### Provided data ###

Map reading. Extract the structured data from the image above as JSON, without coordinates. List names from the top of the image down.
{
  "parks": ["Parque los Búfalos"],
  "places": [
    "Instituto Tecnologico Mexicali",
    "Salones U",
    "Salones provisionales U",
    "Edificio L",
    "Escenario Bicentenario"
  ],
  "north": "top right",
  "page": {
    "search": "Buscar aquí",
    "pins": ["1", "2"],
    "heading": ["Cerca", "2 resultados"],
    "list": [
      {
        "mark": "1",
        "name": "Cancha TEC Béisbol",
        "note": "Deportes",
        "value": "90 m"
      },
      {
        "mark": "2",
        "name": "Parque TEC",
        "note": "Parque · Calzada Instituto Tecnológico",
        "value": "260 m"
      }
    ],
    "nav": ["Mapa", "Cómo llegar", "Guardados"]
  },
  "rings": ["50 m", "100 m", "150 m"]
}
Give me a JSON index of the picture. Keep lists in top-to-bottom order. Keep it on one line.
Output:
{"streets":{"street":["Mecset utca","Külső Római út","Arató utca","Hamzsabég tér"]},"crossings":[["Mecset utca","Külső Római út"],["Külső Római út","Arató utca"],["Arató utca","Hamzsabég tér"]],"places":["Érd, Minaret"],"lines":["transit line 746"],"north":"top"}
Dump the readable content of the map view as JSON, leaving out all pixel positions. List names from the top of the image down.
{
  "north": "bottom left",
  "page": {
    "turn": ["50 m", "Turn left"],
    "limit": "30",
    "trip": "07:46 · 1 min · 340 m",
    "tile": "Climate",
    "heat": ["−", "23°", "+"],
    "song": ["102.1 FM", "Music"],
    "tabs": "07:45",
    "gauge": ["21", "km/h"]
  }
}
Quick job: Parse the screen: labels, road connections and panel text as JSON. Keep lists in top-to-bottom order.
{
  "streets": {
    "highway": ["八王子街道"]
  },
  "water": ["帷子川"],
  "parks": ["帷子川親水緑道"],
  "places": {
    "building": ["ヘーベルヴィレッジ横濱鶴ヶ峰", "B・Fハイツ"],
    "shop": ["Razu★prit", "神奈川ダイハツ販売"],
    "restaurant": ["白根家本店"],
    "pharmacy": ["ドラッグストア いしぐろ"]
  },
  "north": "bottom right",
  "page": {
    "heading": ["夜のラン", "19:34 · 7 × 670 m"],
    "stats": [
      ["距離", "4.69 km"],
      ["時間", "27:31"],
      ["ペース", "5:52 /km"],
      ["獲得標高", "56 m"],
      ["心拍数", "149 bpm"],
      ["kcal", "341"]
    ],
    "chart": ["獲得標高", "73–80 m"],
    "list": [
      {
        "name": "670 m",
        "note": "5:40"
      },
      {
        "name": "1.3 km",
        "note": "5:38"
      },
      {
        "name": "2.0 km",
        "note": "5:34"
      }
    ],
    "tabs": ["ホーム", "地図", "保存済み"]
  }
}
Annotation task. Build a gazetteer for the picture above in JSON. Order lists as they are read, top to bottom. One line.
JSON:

###

What is required :: Copy every record exactly as presented.

Reply to the task ::
Map reading. Extract the structured data from the image above as JSON, without coordinates. List names from the top of the image down.
{
  "parks": ["Parque los Búfalos"],
  "places": [
    "Instituto Tecnologico Mexicali",
    "Salones U",
    "Salones provisionales U",
    "Edificio L",
    "Escenario Bicentenario"
  ],
  "north": "top right",
  "page": {
    "search": "Buscar aquí",
    "pins": ["1", "2"],
    "heading": ["Cerca", "2 resultados"],
    "list": [
      {
        "mark": "1",
        "name": "Cancha TEC Béisbol",
        "note": "Deportes",
        "value": "90 m"
      },
      {
        "mark": "2",
        "name": "Parque TEC",
        "note": "Parque · Calzada Instituto Tecnológico",
        "value": "260 m"
      }
    ],
    "nav": ["Mapa", "Cómo llegar", "Guardados"]
  },
  "rings": ["50 m", "100 m", "150 m"]
}
Give me a JSON index of the picture. Keep lists in top-to-bottom order. Keep it on one line.
Output:
{"streets":{"street":["Mecset utca","Külső Római út","Arató utca","Hamzsabég tér"]},"crossings":[["Mecset utca","Külső Római út"],["Külső Római út","Arató utca"],["Arató utca","Hamzsabég tér"]],"places":["Érd, Minaret"],"lines":["transit line 746"],"north":"top"}
Dump the readable content of the map view as JSON, leaving out all pixel positions. List names from the top of the image down.
{
  "north": "bottom left",
  "page": {
    "turn": ["50 m", "Turn left"],
    "limit": "30",
    "trip": "07:46 · 1 min · 340 m",
    "tile": "Climate",
    "heat": ["−", "23°", "+"],
    "song": ["102.1 FM", "Music"],
    "tabs": "07:45",
    "gauge": ["21", "km/h"]
  }
}
Quick job: Parse the screen: labels, road connections and panel text as JSON. Keep lists in top-to-bottom order.
{
  "streets": {
    "highway": ["八王子街道"]
  },
  "water": ["帷子川"],
  "parks": ["帷子川親水緑道"],
  "places": {
    "building": ["ヘーベルヴィレッジ横濱鶴ヶ峰", "B・Fハイツ"],
    "shop": ["Razu★prit", "神奈川ダイハツ販売"],
    "restaurant": ["白根家本店"],
    "pharmacy": ["ドラッグストア いしぐろ"]
  },
  "north": "bottom right",
  "page": {
    "heading": ["夜のラン", "19:34 · 7 × 670 m"],
    "stats": [
      ["距離", "4.69 km"],
      ["時間", "27:31"],
      ["ペース", "5:52 /km"],
      ["獲得標高", "56 m"],
      ["心拍数", "149 bpm"],
      ["kcal", "341"]
    ],
    "chart": ["獲得標高", "73–80 m"],
    "list": [
      {
        "name": "670 m",
        "note": "5:40"
      },
      {
        "name": "1.3 km",
        "note": "5:38"
      },
      {
        "name": "2.0 km",
        "note": "5:34"
      }
    ],
    "tabs": ["ホーム", "地図", "保存済み"]
  }
}
Annotation task. Build a gazetteer for the picture above in JSON. Order lists as they are read, top to bottom. One line.
JSON:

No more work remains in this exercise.